> _Exercise brief_
Could you retype, exactly as written, every line from the top of the records through the line that contains "width:11px; height:11px; translate:-50%"?
····················
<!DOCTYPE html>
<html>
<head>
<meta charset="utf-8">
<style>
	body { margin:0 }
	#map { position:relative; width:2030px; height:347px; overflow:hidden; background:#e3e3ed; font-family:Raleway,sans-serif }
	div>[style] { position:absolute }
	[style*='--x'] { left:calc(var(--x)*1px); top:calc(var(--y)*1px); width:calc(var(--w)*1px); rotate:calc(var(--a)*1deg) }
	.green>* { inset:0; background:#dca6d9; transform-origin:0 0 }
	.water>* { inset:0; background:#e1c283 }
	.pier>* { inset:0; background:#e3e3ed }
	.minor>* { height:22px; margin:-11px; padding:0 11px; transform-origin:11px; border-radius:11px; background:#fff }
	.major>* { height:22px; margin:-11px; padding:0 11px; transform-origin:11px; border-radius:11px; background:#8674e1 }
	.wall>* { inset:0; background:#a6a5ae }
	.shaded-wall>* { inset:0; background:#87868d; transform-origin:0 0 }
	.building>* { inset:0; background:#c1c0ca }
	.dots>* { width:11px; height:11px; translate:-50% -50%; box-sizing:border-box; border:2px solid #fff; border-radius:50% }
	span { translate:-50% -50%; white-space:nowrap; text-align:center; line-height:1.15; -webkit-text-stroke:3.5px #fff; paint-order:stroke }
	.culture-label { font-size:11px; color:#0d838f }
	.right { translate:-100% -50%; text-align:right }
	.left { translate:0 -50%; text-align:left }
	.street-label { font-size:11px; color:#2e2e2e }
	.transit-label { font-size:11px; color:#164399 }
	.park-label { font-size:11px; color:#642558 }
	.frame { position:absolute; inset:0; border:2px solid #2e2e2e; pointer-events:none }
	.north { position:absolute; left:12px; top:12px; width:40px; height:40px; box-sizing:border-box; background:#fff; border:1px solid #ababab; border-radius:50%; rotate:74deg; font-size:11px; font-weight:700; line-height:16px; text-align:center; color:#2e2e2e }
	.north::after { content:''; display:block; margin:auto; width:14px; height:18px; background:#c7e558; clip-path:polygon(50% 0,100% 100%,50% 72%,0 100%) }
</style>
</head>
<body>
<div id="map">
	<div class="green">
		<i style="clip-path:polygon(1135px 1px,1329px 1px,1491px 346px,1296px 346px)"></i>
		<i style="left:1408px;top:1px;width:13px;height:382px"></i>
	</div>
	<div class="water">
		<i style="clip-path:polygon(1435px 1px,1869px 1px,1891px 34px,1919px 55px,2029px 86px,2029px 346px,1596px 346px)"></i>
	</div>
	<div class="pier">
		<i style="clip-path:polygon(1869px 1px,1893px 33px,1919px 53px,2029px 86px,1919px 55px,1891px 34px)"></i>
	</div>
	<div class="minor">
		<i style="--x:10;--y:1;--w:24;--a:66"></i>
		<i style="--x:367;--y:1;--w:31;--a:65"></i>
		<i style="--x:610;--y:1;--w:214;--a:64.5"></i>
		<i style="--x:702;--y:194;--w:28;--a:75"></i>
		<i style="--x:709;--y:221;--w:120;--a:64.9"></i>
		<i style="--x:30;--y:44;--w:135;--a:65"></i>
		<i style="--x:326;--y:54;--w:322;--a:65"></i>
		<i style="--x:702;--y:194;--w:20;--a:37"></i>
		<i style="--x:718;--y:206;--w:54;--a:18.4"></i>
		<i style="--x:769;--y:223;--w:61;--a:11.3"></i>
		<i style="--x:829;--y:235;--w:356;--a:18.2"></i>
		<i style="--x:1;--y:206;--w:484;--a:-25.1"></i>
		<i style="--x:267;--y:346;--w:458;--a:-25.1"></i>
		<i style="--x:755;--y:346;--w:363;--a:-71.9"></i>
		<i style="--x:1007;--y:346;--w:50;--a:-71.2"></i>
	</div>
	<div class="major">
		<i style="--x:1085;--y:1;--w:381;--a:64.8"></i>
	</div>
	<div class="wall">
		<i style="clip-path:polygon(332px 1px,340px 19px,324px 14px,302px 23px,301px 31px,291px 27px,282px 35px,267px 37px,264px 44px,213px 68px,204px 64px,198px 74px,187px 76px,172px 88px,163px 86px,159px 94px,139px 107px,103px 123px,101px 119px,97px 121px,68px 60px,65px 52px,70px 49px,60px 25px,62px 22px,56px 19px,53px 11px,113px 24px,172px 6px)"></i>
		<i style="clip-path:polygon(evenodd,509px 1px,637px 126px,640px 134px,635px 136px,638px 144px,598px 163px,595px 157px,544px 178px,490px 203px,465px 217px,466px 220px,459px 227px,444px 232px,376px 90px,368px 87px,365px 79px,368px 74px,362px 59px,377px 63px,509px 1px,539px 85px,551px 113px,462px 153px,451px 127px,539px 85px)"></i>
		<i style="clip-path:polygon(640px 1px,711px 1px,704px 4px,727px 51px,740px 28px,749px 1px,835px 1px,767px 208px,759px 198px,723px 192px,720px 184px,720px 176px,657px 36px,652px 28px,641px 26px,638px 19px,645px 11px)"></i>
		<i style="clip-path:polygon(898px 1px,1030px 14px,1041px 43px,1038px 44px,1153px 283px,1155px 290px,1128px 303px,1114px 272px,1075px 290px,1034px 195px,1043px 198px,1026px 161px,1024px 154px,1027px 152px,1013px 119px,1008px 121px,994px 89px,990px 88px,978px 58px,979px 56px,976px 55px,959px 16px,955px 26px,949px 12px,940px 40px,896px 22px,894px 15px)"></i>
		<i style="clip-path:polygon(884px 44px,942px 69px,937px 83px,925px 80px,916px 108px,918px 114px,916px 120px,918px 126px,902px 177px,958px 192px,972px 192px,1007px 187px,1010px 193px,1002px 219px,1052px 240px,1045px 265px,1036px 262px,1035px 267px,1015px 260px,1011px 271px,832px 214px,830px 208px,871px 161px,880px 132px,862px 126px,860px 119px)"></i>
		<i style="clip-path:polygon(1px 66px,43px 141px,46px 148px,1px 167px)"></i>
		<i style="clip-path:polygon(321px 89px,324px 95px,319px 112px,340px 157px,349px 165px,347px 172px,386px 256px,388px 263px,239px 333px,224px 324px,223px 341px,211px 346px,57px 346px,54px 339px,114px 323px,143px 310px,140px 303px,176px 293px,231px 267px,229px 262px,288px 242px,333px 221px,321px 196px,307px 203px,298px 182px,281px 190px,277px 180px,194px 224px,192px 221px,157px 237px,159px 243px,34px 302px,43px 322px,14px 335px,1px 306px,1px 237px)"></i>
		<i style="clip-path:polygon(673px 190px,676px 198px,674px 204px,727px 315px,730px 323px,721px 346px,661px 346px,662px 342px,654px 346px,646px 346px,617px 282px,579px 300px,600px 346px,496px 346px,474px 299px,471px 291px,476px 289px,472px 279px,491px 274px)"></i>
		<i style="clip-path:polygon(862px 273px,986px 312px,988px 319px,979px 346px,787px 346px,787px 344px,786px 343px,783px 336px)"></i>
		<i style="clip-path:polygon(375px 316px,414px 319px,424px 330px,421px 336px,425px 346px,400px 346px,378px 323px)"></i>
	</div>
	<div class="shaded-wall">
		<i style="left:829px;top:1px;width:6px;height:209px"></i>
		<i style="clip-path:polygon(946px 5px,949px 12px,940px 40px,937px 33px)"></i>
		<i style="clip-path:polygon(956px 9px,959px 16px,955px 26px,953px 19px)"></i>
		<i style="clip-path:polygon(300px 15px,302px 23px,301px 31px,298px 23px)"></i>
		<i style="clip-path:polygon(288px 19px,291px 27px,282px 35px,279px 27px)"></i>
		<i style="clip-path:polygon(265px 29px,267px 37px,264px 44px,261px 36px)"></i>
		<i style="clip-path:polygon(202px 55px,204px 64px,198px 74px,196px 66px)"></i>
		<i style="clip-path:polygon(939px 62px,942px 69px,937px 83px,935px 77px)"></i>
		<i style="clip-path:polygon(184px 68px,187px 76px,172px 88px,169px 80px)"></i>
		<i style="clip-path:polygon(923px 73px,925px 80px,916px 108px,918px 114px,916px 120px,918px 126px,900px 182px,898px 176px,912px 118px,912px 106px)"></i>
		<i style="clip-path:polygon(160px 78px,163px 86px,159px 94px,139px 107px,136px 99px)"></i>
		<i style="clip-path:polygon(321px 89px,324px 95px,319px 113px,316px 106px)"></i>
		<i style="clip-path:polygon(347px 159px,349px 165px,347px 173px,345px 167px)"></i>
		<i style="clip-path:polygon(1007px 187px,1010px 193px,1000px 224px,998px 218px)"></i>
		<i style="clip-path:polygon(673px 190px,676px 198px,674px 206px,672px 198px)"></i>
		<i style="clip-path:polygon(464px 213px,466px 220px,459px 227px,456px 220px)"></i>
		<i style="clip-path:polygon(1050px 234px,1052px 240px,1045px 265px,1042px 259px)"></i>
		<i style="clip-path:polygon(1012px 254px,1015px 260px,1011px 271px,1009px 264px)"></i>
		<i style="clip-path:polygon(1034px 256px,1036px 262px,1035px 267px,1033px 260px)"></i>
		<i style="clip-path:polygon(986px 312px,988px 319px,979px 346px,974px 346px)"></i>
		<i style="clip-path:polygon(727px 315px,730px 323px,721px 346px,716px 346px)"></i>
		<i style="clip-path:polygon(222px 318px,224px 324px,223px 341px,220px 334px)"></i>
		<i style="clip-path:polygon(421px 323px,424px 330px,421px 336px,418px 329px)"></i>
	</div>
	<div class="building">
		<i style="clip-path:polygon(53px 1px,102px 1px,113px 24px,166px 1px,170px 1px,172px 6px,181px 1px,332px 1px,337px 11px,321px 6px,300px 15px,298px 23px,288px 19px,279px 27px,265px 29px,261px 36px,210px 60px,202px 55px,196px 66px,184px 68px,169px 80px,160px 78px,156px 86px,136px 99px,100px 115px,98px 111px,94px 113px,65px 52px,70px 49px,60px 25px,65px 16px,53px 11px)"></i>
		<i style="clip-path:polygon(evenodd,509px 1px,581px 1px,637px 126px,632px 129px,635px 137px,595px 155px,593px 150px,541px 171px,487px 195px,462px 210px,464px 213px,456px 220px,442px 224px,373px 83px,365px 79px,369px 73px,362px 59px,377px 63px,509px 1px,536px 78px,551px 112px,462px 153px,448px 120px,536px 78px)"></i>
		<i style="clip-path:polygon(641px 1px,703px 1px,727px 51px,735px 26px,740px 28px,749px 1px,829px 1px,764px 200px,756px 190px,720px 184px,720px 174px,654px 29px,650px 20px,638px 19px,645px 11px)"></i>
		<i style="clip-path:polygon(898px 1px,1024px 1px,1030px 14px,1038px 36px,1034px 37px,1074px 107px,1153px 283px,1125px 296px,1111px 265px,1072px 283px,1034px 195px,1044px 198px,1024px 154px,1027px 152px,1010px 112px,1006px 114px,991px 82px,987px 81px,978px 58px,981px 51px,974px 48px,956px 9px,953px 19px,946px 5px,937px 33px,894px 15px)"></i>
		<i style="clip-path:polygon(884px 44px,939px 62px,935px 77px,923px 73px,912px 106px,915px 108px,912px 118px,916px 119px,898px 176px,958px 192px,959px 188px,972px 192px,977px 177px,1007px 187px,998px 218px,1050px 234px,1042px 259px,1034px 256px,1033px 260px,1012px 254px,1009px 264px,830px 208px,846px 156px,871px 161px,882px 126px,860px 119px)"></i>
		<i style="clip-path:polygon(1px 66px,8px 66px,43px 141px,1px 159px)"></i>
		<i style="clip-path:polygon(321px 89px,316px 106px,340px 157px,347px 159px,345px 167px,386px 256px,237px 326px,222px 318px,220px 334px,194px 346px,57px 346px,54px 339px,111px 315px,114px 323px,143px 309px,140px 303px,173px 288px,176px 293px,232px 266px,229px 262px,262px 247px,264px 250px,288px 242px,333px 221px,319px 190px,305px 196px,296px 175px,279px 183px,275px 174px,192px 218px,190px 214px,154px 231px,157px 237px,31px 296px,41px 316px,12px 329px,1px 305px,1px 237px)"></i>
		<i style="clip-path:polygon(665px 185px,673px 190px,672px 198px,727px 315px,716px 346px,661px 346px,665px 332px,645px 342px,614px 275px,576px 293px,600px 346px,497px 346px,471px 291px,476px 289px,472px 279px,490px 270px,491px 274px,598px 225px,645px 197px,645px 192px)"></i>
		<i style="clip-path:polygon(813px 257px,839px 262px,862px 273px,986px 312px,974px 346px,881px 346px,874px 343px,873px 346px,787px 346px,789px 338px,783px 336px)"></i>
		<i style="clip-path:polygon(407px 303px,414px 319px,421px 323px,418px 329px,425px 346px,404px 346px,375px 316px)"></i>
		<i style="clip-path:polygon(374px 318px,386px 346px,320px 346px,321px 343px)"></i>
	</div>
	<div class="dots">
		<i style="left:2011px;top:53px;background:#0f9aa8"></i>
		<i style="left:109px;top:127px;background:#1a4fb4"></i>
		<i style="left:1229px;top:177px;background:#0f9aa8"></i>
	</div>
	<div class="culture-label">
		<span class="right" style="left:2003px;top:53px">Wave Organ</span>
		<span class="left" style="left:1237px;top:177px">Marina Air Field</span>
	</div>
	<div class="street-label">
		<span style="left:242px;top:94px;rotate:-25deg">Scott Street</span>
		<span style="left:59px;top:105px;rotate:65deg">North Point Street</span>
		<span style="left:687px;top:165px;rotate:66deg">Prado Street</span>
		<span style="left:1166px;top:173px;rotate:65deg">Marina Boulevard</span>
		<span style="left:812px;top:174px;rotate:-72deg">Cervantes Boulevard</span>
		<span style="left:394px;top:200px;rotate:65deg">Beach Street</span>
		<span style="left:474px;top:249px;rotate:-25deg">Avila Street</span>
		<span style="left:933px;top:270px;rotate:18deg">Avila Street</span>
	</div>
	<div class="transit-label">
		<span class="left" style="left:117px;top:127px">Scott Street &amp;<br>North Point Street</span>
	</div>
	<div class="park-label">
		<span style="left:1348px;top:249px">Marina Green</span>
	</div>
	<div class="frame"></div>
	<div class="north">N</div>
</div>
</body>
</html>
····················
> _Result for this task_
<!DOCTYPE html>
<html>
<head>
<meta charset="utf-8">
<style>
	body { margin:0 }
	#map { position:relative; width:2030px; height:347px; overflow:hidden; background:#e3e3ed; font-family:Raleway,sans-serif }
	div>[style] { position:absolute }
	[style*='--x'] { left:calc(var(--x)*1px); top:calc(var(--y)*1px); width:calc(var(--w)*1px); rotate:calc(var(--a)*1deg) }
	.green>* { inset:0; background:#dca6d9; transform-origin:0 0 }
	.water>* { inset:0; background:#e1c283 }
	.pier>* { inset:0; background:#e3e3ed }
	.minor>* { height:22px; margin:-11px; padding:0 11px; transform-origin:11px; border-radius:11px; background:#fff }
	.major>* { height:22px; margin:-11px; padding:0 11px; transform-origin:11px; border-radius:11px; background:#8674e1 }
	.wall>* { inset:0; background:#a6a5ae }
	.shaded-wall>* { inset:0; background:#87868d; transform-origin:0 0 }
	.building>* { inset:0; background:#c1c0ca }
	.dots>* { width:11px; height:11px; translate:-50% -50%; box-sizing:border-box; border:2px solid #fff; border-radius:50% }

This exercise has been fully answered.